• **Exercise description**
Throughout the listing below, show every line in which "Пушкина" occurs.

══ Data ══

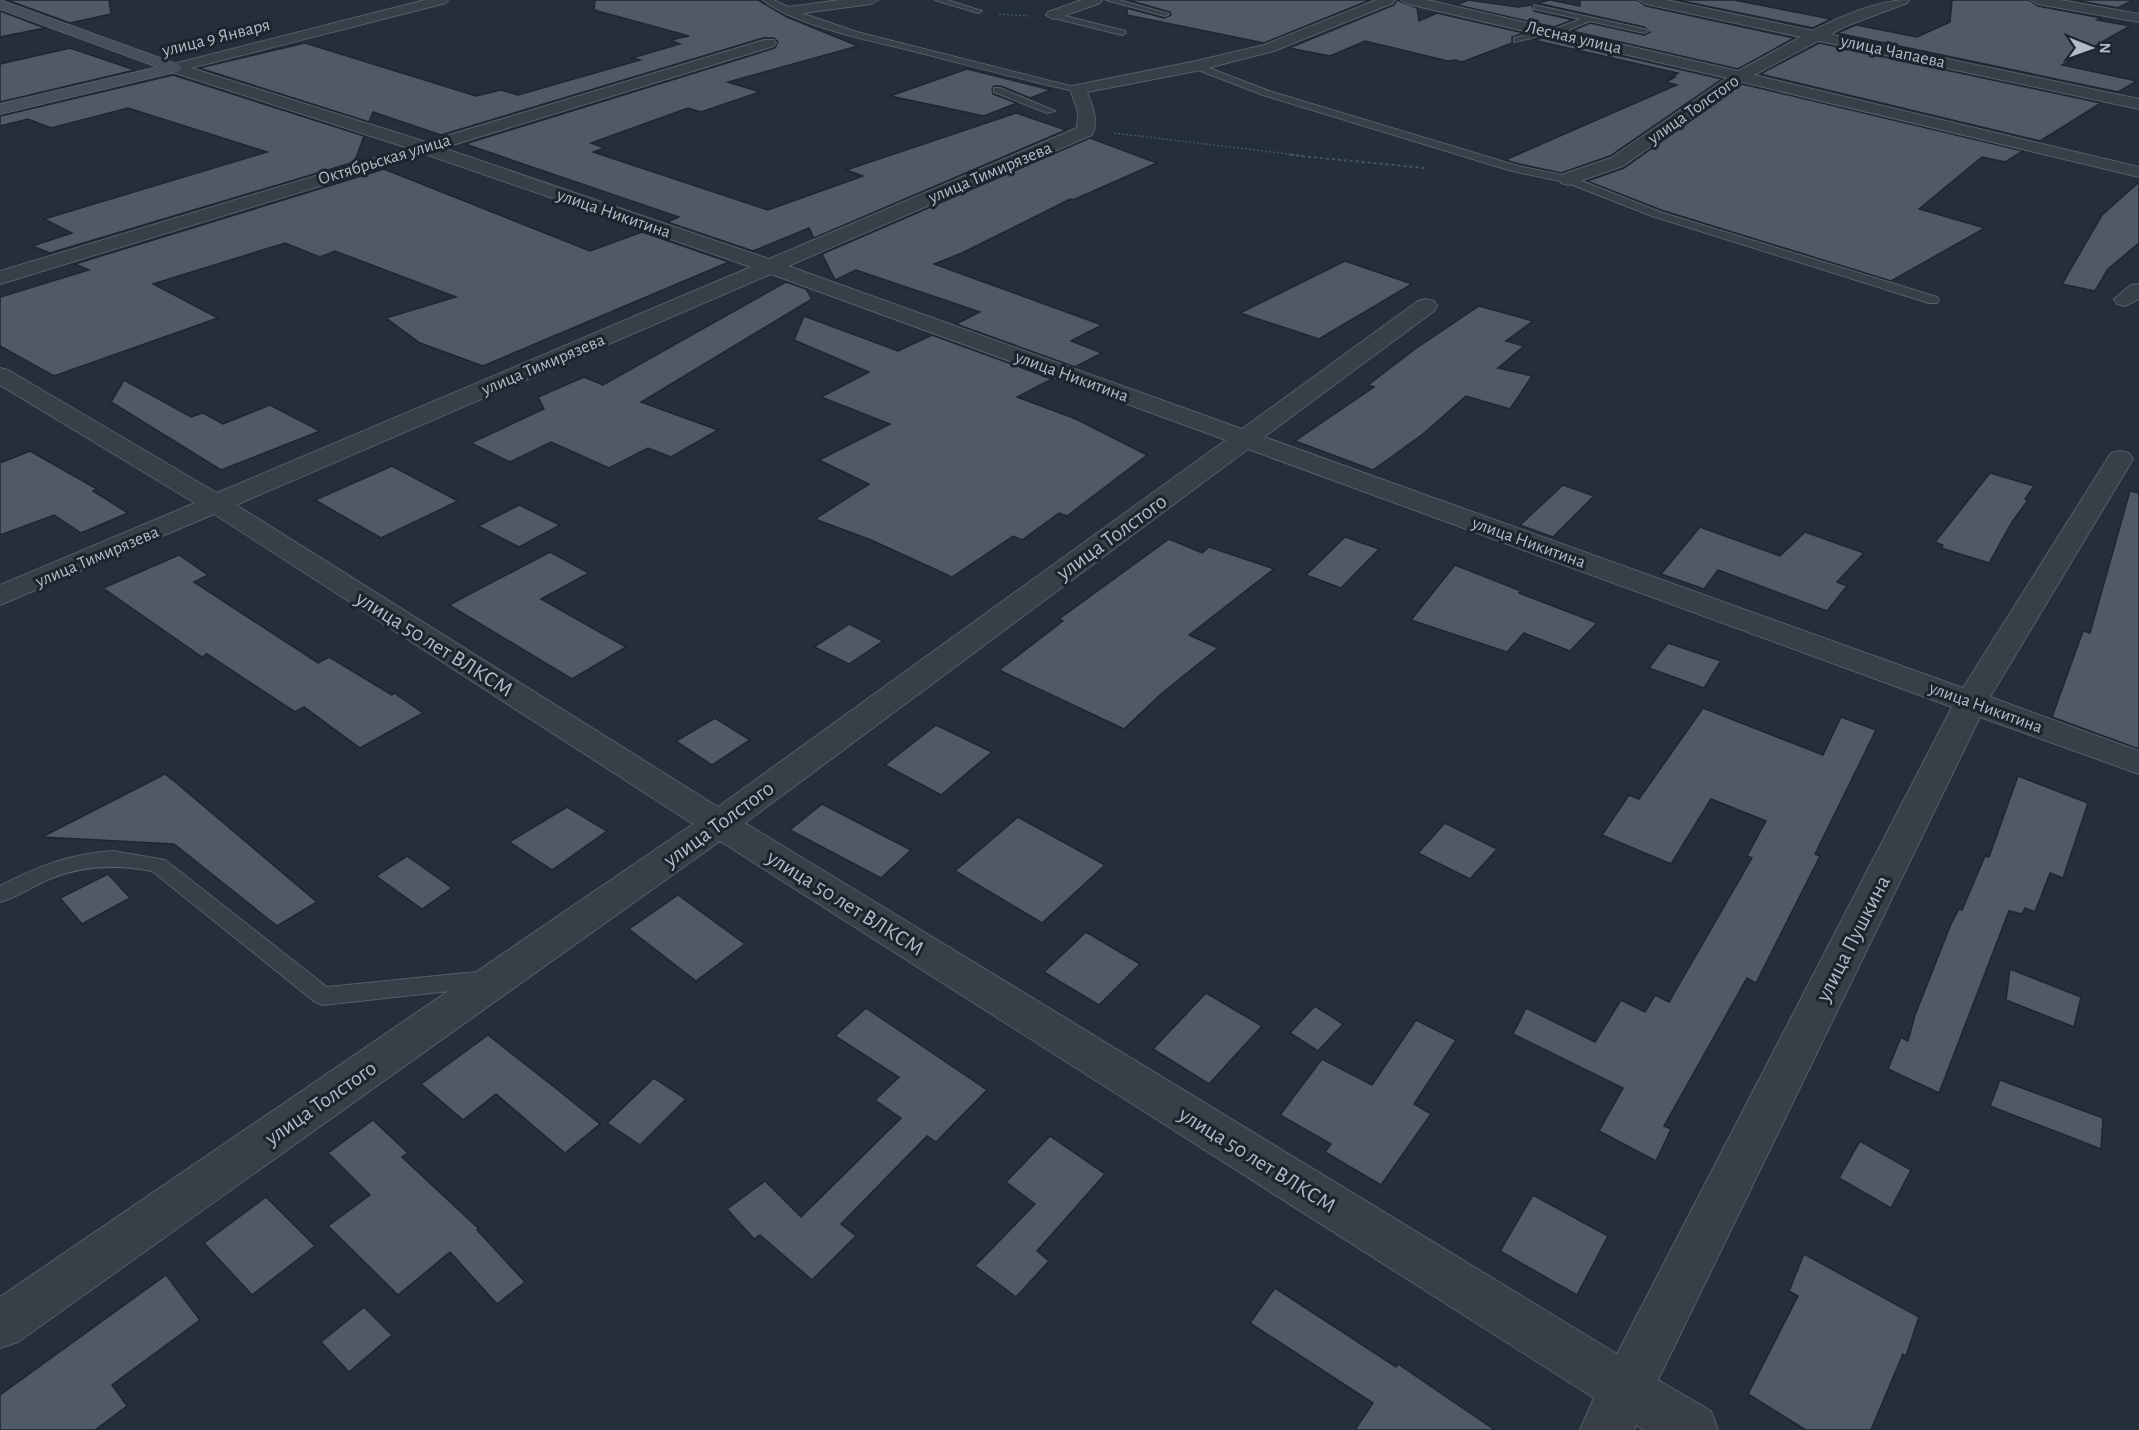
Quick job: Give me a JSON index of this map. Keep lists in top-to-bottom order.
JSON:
{
  "streets": {
    "main road": ["улица 9 Января", "улица Никитина"],
    "street": [
      "Лесная улица",
      "улица Чапаева",
      "улица Толстого",
      "Октябрьская улица",
      "улица Тимирязева",
      "улица 50 лет ВЛКСМ",
      "улица Пушкина"
    ]
  },
  "crossings": [
    ["улица 9 Января", "улица Никитина"],
    ["Лесная улица", "улица Толстого"],
    ["улица Чапаева", "улица Толстого"],
    ["улица Толстого", "улица Никитина"],
    ["улица Толстого", "улица 50 лет ВЛКСМ"],
    ["Октябрьская улица", "улица Никитина"],
    ["улица Тимирязева", "улица Никитина"],
    ["улица Тимирязева", "улица 50 лет ВЛКСМ"],
    ["улица Никитина", "улица Пушкина"],
    ["улица 50 лет ВЛКСМ", "улица Пушкина"]
  ],
  "north": "right"
}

═══

• **Answer to this exercise**
      "улица Пушкина"
    ["улица Никитина", "улица Пушкина"],
    ["улица 50 лет ВЛКСМ", "улица Пушкина"]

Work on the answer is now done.